Dataset entries:
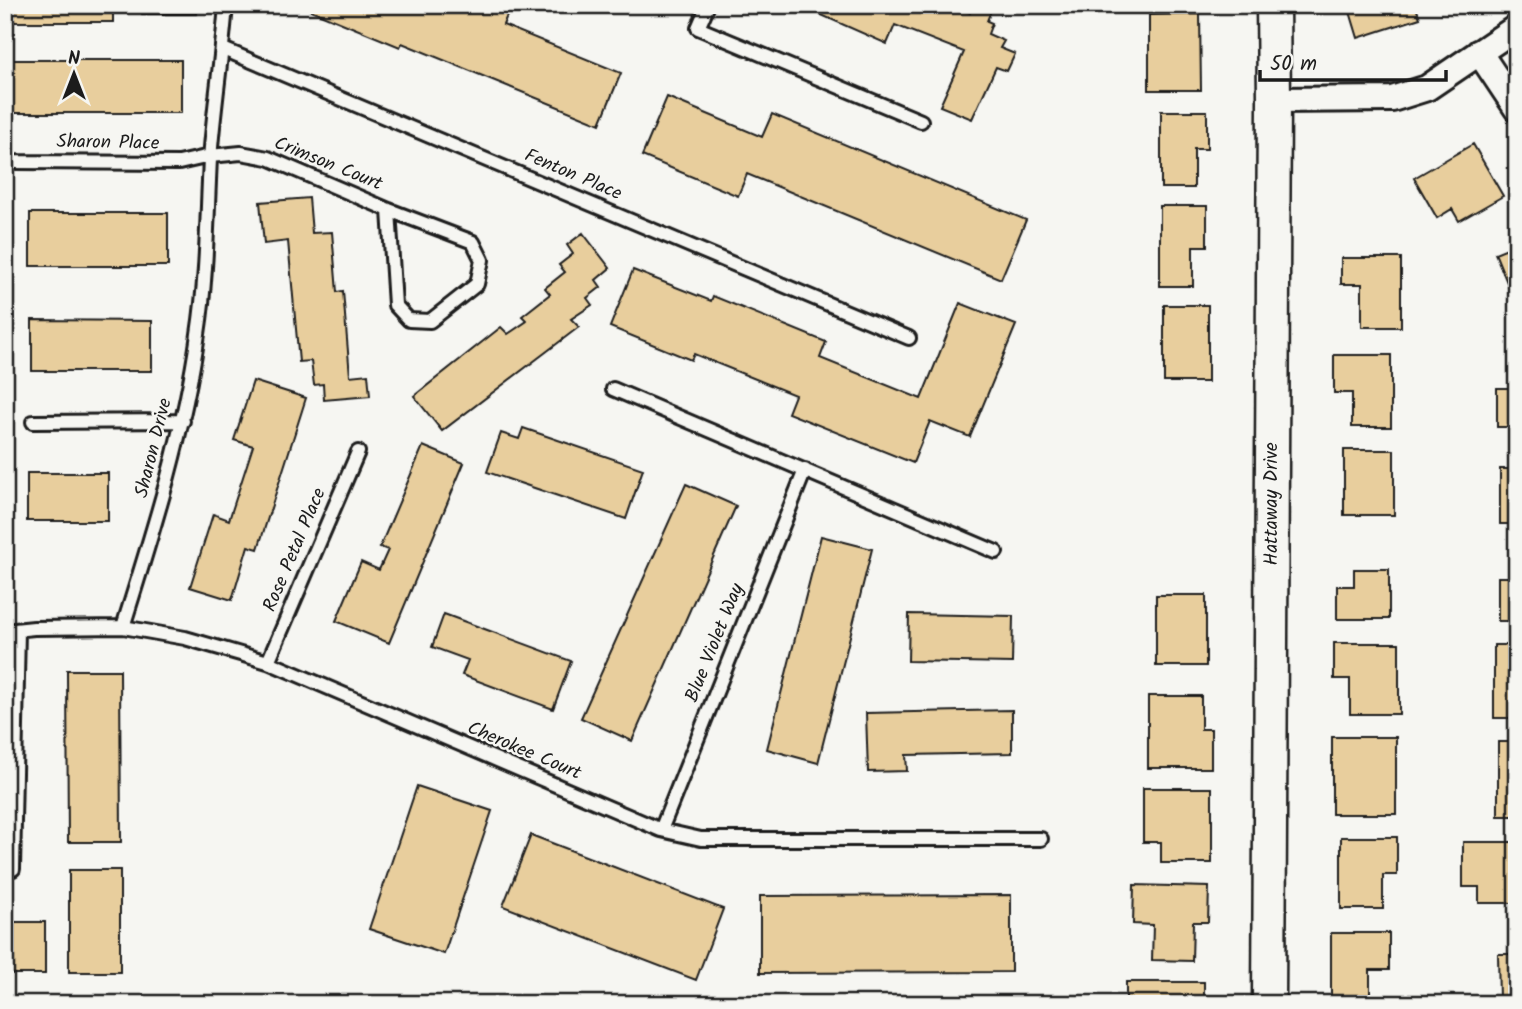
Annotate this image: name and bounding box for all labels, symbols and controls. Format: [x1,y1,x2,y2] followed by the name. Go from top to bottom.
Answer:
[38,38,108,108] north arrow
[1260,38,1445,82] scale bar
[68,44,80,74] text: N
[1270,48,1317,81] text: 50 m
[56,127,160,159] street label: Sharon Place
[269,129,387,200] street label: Crimson Court
[520,141,627,209] street label: Fenton Place
[127,395,181,501] street label: Sharon Drive
[1257,442,1287,566] street label: Hattaway Drive
[255,483,335,617] street label: Rose Petal Place
[677,578,753,707] street label: Blue Violet Way
[462,713,586,789] street label: Cherokee Court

> Exercise aim:
Pictures stay out; the records above are otherwise reproduced exactly.

> Solution for this problem:
Annotate this image: name and bounding box for all labels, symbols and controls. Format: [x1,y1,x2,y2] followed by the name. Go from top to bottom.
Answer:
[38,38,108,108] north arrow
[1260,38,1445,82] scale bar
[68,44,80,74] text: N
[1270,48,1317,81] text: 50 m
[56,127,160,159] street label: Sharon Place
[269,129,387,200] street label: Crimson Court
[520,141,627,209] street label: Fenton Place
[127,395,181,501] street label: Sharon Drive
[1257,442,1287,566] street label: Hattaway Drive
[255,483,335,617] street label: Rose Petal Place
[677,578,753,707] street label: Blue Violet Way
[462,713,586,789] street label: Cherokee Court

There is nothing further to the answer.